I work with several companies and links to any products within posts are affiliate.
If life were perfect then I’d wake up flawlessly beautiful, be fully dressed and look amazing before the kids even opened their eyes. I’d have a flawlessly clean house to match my flawlessly beautiful self. I’d cook my family three perfectly healthy meals a day. My children would follow flawlessly perfect schedules and have flawless behavior. I would teach my children everything they’d need to know for life. I’d have tons of awesome crafts and fun things planned filling every second of our day. I’d sew them adorable outfits and make the majority of the decorations around our home. Our family would travel on many wonderfully flawless vacations to beautiful places. My husband and I would have a flawless marriage. We’d never sin or fall short in any area of God’s will for us. We’d always spend smart. We’d always enjoy each moment and never take each other or our children for granted. My other relationships would also be flawless. I’d be the ideal friend, always there when I’m needed without being asked. I’d have a perfectly flawless day every day and get 8+ flawless hours of sleep every night.
Life isn’t perfect.
It’s also not physically possible to obtain perfection. We’re not meant to be perfect. We never will be.

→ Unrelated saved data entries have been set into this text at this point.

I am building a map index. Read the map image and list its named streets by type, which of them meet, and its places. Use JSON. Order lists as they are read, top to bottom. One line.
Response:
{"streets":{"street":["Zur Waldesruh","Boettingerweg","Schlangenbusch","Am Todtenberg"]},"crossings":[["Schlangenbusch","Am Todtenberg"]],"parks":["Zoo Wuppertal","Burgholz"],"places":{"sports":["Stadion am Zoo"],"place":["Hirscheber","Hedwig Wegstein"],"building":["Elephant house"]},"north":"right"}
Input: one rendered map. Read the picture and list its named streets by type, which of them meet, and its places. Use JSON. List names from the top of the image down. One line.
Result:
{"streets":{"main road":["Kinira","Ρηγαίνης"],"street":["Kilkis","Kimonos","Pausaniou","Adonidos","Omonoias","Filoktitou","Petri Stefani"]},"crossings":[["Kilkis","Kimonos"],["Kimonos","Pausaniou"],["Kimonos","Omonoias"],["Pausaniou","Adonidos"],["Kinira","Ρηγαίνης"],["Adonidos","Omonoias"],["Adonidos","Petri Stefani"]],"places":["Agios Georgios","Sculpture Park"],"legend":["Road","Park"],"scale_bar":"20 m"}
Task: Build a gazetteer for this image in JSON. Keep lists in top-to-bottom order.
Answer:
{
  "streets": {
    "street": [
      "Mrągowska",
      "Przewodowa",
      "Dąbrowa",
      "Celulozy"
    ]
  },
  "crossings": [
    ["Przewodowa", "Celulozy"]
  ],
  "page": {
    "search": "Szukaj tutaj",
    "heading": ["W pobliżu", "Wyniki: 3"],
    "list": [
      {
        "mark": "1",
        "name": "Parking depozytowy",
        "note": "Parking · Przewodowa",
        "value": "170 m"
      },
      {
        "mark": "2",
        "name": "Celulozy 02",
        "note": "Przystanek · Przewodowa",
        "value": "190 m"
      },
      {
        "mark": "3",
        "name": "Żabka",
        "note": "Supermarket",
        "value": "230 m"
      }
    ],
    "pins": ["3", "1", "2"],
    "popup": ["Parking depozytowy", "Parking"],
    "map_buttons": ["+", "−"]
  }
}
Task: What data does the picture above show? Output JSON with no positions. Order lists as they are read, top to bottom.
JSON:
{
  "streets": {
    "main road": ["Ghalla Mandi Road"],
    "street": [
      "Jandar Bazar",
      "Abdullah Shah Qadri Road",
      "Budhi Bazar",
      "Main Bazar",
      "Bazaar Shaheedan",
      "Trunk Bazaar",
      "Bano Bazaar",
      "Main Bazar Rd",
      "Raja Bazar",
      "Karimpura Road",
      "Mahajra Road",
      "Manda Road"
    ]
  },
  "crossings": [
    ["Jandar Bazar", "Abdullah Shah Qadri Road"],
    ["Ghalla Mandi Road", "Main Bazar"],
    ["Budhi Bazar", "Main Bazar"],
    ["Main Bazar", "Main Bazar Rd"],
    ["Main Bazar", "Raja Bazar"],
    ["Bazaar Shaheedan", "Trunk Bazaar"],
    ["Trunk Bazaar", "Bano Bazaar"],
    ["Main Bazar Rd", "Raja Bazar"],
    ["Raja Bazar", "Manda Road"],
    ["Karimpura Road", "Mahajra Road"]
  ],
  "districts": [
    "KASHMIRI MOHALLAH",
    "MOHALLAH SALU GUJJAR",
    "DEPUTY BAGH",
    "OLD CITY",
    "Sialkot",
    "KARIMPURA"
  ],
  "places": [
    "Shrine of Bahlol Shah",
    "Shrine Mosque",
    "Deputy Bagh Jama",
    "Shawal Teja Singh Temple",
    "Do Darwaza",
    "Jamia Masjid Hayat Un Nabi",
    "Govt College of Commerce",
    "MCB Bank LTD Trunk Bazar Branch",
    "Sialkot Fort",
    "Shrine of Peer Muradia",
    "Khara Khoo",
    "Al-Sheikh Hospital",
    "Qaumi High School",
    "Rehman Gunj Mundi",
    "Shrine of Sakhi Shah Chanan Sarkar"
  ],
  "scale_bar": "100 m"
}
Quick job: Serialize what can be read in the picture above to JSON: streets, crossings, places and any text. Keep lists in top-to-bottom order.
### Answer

When I was in high school I went to therapy. Judge if you wish but I’m thankful for it! During that time I got to know myself very well (sort of the point of therapy right?). I learned that I have (shocker) high anxiety and that I struggle with over filling my plate. When things get to be too much, I break down as I don’t handle stress well. It was then that I knew I needed to be a stay at home mom. I know MANY women can handle the pressures of being a wife, a mother, and working outside of the home. But I know MYSELF and for my own sanity as well as for the happiness of my family, I knew I wouldn’t be able to juggle both. Thank the Lord I found a man who wanted a wife to stay at home and has been willing to do whatever it takes to make that goal a reality. No joke, our bond and relationship truly developed from this one common goal!!!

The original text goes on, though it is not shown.